Data excerpts:
===============

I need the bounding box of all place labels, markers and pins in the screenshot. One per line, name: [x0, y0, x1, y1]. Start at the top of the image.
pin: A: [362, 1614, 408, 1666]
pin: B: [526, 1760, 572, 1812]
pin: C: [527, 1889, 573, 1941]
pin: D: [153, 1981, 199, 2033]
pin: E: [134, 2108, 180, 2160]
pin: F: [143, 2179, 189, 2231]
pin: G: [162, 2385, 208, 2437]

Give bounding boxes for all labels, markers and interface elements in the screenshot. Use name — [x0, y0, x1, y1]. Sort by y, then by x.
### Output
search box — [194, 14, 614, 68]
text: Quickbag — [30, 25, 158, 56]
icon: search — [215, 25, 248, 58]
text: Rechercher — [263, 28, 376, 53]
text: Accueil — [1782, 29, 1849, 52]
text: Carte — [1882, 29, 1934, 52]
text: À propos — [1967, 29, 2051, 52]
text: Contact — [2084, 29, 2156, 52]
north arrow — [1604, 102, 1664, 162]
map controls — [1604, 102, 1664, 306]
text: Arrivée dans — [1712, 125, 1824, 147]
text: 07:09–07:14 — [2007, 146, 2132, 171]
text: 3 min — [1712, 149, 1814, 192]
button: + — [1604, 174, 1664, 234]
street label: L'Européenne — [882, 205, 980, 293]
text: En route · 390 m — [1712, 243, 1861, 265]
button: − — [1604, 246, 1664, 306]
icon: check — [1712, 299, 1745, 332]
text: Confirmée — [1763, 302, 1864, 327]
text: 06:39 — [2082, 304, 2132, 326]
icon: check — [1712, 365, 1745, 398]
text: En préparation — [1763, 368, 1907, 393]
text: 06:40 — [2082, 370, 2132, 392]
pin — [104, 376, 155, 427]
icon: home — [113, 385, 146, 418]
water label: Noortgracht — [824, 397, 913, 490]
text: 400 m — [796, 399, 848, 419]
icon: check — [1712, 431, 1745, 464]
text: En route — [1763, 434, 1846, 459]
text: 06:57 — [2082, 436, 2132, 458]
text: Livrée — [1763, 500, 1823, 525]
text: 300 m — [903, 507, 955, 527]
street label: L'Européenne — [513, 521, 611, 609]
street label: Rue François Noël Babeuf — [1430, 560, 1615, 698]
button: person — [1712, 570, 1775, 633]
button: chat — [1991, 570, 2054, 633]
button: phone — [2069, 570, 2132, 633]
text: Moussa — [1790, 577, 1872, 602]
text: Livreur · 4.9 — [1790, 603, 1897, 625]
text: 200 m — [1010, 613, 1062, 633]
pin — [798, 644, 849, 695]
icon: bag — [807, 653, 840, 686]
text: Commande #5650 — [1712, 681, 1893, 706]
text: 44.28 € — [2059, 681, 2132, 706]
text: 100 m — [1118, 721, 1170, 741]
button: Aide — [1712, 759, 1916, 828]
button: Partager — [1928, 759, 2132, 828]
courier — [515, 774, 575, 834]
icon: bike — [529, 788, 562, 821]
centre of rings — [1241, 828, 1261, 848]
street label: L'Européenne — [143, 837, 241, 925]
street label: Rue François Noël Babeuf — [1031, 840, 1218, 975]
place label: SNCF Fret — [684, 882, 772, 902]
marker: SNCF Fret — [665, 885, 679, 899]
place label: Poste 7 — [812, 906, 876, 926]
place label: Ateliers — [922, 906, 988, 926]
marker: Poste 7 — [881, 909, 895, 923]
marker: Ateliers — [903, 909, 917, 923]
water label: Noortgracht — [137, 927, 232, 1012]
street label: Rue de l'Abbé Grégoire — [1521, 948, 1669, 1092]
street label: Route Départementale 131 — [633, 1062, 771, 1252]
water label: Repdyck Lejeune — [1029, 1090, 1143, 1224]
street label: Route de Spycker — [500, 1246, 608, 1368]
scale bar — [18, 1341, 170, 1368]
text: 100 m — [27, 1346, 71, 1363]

===============

_Exercise aim_.
Beginning with the first line and ending with the last, restate the data word for word.

_Answer area_.
I need the bounding box of all place labels, markers and pins in the screenshot. One per line, name: [x0, y0, x1, y1]. Start at the top of the image.
pin: A: [362, 1614, 408, 1666]
pin: B: [526, 1760, 572, 1812]
pin: C: [527, 1889, 573, 1941]
pin: D: [153, 1981, 199, 2033]
pin: E: [134, 2108, 180, 2160]
pin: F: [143, 2179, 189, 2231]
pin: G: [162, 2385, 208, 2437]

Give bounding boxes for all labels, markers and interface elements in the screenshot. Use name — [x0, y0, x1, y1]. Sort by y, then by x.
### Output
search box — [194, 14, 614, 68]
text: Quickbag — [30, 25, 158, 56]
icon: search — [215, 25, 248, 58]
text: Rechercher — [263, 28, 376, 53]
text: Accueil — [1782, 29, 1849, 52]
text: Carte — [1882, 29, 1934, 52]
text: À propos — [1967, 29, 2051, 52]
text: Contact — [2084, 29, 2156, 52]
north arrow — [1604, 102, 1664, 162]
map controls — [1604, 102, 1664, 306]
text: Arrivée dans — [1712, 125, 1824, 147]
text: 07:09–07:14 — [2007, 146, 2132, 171]
text: 3 min — [1712, 149, 1814, 192]
button: + — [1604, 174, 1664, 234]
street label: L'Européenne — [882, 205, 980, 293]
text: En route · 390 m — [1712, 243, 1861, 265]
button: − — [1604, 246, 1664, 306]
icon: check — [1712, 299, 1745, 332]
text: Confirmée — [1763, 302, 1864, 327]
text: 06:39 — [2082, 304, 2132, 326]
icon: check — [1712, 365, 1745, 398]
text: En préparation — [1763, 368, 1907, 393]
text: 06:40 — [2082, 370, 2132, 392]
pin — [104, 376, 155, 427]
icon: home — [113, 385, 146, 418]
water label: Noortgracht — [824, 397, 913, 490]
text: 400 m — [796, 399, 848, 419]
icon: check — [1712, 431, 1745, 464]
text: En route — [1763, 434, 1846, 459]
text: 06:57 — [2082, 436, 2132, 458]
text: Livrée — [1763, 500, 1823, 525]
text: 300 m — [903, 507, 955, 527]
street label: L'Européenne — [513, 521, 611, 609]
street label: Rue François Noël Babeuf — [1430, 560, 1615, 698]
button: person — [1712, 570, 1775, 633]
button: chat — [1991, 570, 2054, 633]
button: phone — [2069, 570, 2132, 633]
text: Moussa — [1790, 577, 1872, 602]
text: Livreur · 4.9 — [1790, 603, 1897, 625]
text: 200 m — [1010, 613, 1062, 633]
pin — [798, 644, 849, 695]
icon: bag — [807, 653, 840, 686]
text: Commande #5650 — [1712, 681, 1893, 706]
text: 44.28 € — [2059, 681, 2132, 706]
text: 100 m — [1118, 721, 1170, 741]
button: Aide — [1712, 759, 1916, 828]
button: Partager — [1928, 759, 2132, 828]
courier — [515, 774, 575, 834]
icon: bike — [529, 788, 562, 821]
centre of rings — [1241, 828, 1261, 848]
street label: L'Européenne — [143, 837, 241, 925]
street label: Rue François Noël Babeuf — [1031, 840, 1218, 975]
place label: SNCF Fret — [684, 882, 772, 902]
marker: SNCF Fret — [665, 885, 679, 899]
place label: Poste 7 — [812, 906, 876, 926]
place label: Ateliers — [922, 906, 988, 926]
marker: Poste 7 — [881, 909, 895, 923]
marker: Ateliers — [903, 909, 917, 923]
water label: Noortgracht — [137, 927, 232, 1012]
street label: Rue de l'Abbé Grégoire — [1521, 948, 1669, 1092]
street label: Route Départementale 131 — [633, 1062, 771, 1252]
water label: Repdyck Lejeune — [1029, 1090, 1143, 1224]
street label: Route de Spycker — [500, 1246, 608, 1368]
scale bar — [18, 1341, 170, 1368]
text: 100 m — [27, 1346, 71, 1363]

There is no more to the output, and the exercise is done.